-------- Task data --------

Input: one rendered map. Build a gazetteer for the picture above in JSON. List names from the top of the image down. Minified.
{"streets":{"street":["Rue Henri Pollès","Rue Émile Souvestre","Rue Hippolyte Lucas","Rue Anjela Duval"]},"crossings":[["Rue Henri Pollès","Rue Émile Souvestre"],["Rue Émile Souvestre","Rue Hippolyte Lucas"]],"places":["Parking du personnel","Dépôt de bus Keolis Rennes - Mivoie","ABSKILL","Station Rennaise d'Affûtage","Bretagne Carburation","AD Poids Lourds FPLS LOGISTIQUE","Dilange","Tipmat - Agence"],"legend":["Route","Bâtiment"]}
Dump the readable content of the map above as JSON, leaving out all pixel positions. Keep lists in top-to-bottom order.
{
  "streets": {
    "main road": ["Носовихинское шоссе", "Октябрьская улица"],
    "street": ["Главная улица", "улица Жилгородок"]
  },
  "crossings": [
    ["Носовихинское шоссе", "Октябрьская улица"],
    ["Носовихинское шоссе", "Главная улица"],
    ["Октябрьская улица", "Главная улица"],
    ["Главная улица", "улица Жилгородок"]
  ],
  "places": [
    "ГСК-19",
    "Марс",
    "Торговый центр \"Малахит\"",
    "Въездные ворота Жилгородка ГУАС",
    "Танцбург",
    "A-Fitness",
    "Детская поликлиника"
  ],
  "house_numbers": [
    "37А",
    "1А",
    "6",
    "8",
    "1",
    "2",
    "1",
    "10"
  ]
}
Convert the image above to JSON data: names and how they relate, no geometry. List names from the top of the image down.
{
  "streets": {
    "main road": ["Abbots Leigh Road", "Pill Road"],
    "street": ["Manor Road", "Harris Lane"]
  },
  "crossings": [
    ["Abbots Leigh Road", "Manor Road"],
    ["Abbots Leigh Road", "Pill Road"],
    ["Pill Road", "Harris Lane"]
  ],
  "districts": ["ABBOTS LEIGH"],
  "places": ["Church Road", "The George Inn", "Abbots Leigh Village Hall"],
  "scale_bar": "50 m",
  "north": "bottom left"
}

--------

* **Task to complete**
Repeat each of the entries exactly as written.

* **Response to this exercise**
Input: one rendered map. Build a gazetteer for the picture above in JSON. List names from the top of the image down. Minified.
{"streets":{"street":["Rue Henri Pollès","Rue Émile Souvestre","Rue Hippolyte Lucas","Rue Anjela Duval"]},"crossings":[["Rue Henri Pollès","Rue Émile Souvestre"],["Rue Émile Souvestre","Rue Hippolyte Lucas"]],"places":["Parking du personnel","Dépôt de bus Keolis Rennes - Mivoie","ABSKILL","Station Rennaise d'Affûtage","Bretagne Carburation","AD Poids Lourds FPLS LOGISTIQUE","Dilange","Tipmat - Agence"],"legend":["Route","Bâtiment"]}
Dump the readable content of the map above as JSON, leaving out all pixel positions. Keep lists in top-to-bottom order.
{
  "streets": {
    "main road": ["Носовихинское шоссе", "Октябрьская улица"],
    "street": ["Главная улица", "улица Жилгородок"]
  },
  "crossings": [
    ["Носовихинское шоссе", "Октябрьская улица"],
    ["Носовихинское шоссе", "Главная улица"],
    ["Октябрьская улица", "Главная улица"],
    ["Главная улица", "улица Жилгородок"]
  ],
  "places": [
    "ГСК-19",
    "Марс",
    "Торговый центр \"Малахит\"",
    "Въездные ворота Жилгородка ГУАС",
    "Танцбург",
    "A-Fitness",
    "Детская поликлиника"
  ],
  "house_numbers": [
    "37А",
    "1А",
    "6",
    "8",
    "1",
    "2",
    "1",
    "10"
  ]
}
Convert the image above to JSON data: names and how they relate, no geometry. List names from the top of the image down.
{
  "streets": {
    "main road": ["Abbots Leigh Road", "Pill Road"],
    "street": ["Manor Road", "Harris Lane"]
  },
  "crossings": [
    ["Abbots Leigh Road", "Manor Road"],
    ["Abbots Leigh Road", "Pill Road"],
    ["Pill Road", "Harris Lane"]
  ],
  "districts": ["ABBOTS LEIGH"],
  "places": ["Church Road", "The George Inn", "Abbots Leigh Village Hall"],
  "scale_bar": "50 m",
  "north": "bottom left"
}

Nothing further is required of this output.